Ah, but isn’t that what we love to do these days: ignore and rewrite historical context? Isn’t the assumption behind the baby Hitler example precisely the sort of thing we love to hear — that if only someone as enlightened as me had been around back then, every bad consequences could have been avoided, and universal peace and love would reign?

This isn’t the first time I’ve encountered the Nazi hypothetical, including in a much more realistic form. When I was a kid, I participated in a brilliantly constructed summer program in which a group of students had to re-enact the 1938 Munich Crisis, which is widely accepted as the moment when the European powers blinked and emboldened Hitler’s aggression. So our task was to play the roles of the various presidents, prime ministers, and diplomats and see if we could do better.

Isn’t that what we love to do these days: ignore and rewrite historical context?

You can probably guess the punchline. Maybe we did a little better — Neville Chamberlain set a low bar — but not that much. Sure, we were only kids. Then again, we were precisely the sort of people who were susceptible to the notion that if only we young and idealistic types had been in charge, we could have solved all the problems, especially with the benefit of hindsight. But sometimes the problems really are difficult. After all, even if you could have gotten Britain and Poland and France and Czechoslovakia to agree to band together and respond to the crisis by invading Germany — well then, our side would have be the one waging an aggressive, pre-emptive war, right? Which just might have us asking ourselves, “Are we the baddies?

In America, the parallel hypothetical for “progressive” types might be whether they could go back in time and kill Thomas Jefferson. Or perhaps they could merely discredit him by helping to spread those rumors about Sally Hemings. After all, he was a slave owner, right? Doesn’t he deserve it?

That’s pretty much what they’re trying to do. Given that we don’t actually have time machines, they’re doing the next best thing, which is to erase Jefferson from history, taking him off the Democratic Party’s Jefferson–Jackson fundraising dinners, trying to remove his statues from college campuses, and so on.

For most of the people who debate this, the point is how they want to feel about themselves today.

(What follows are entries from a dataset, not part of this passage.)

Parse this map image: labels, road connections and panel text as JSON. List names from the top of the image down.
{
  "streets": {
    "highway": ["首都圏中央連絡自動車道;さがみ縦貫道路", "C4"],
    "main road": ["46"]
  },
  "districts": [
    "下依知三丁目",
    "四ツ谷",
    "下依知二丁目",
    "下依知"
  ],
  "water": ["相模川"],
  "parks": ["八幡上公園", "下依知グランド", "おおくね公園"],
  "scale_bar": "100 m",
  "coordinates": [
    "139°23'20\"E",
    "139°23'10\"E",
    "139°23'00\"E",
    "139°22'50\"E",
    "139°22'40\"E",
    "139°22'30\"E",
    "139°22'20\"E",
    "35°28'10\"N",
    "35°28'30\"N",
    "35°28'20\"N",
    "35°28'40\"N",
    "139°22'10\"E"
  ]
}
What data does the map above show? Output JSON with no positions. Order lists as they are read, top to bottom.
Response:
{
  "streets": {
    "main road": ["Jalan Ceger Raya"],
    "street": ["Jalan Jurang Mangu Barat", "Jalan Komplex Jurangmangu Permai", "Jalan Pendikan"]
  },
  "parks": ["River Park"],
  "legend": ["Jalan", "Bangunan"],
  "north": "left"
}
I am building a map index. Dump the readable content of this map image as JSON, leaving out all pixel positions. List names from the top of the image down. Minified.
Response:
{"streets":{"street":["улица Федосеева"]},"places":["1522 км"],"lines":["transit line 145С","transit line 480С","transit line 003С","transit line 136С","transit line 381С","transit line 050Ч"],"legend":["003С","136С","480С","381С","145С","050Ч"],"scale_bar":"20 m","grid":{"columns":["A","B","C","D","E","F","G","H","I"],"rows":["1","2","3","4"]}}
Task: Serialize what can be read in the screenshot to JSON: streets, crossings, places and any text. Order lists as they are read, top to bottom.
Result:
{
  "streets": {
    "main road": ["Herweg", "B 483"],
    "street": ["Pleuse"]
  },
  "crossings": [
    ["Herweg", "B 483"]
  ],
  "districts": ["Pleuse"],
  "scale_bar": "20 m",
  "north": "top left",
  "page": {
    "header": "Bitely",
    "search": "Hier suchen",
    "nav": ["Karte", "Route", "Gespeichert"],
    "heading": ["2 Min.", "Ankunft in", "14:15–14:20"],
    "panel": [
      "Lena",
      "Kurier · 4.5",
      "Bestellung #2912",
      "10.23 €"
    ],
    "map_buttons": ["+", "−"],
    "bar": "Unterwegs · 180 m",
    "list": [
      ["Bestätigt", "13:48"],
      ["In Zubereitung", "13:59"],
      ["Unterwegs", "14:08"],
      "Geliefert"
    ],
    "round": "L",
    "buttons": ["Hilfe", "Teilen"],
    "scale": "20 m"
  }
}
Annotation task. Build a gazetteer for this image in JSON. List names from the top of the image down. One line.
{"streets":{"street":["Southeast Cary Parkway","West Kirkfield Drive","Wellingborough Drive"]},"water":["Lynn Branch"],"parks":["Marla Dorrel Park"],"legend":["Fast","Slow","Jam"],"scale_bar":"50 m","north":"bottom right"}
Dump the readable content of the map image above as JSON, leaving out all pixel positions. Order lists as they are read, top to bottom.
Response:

Yet in the actual context of his time, attacking Jefferson would not have been a blow for freedom or racial equality. It would have been a blow for monarchical absolutism and the divine right of kings because that was the issue he and his contemporaries were really fighting about. All of the stuff we debate today is possible only because they settled that issue first.

But analyzing all of this in historical context misses the point because, for most of the people who debate this, the point is how they want to feel about themselves today. Railing against Jefferson because of racism and slavery is a modern way of telling yourself that you’re a “progressive” while you reject one of the most genuinely progressive leaders in history.

That’s why a debate over killing baby Hitler is so emblematic of our era. It’s not about a real challenge in a real context with real risks and trade-offs and uncertainties — such as the Syrian civil war, Ukraine’s fight for independence from Russia, or Venezuela’s slide into socialism. It’s just modern posturing about your “progressive” feelings concerning a scenario that is safely impossible, so that you will never be called to act upon your pronouncements.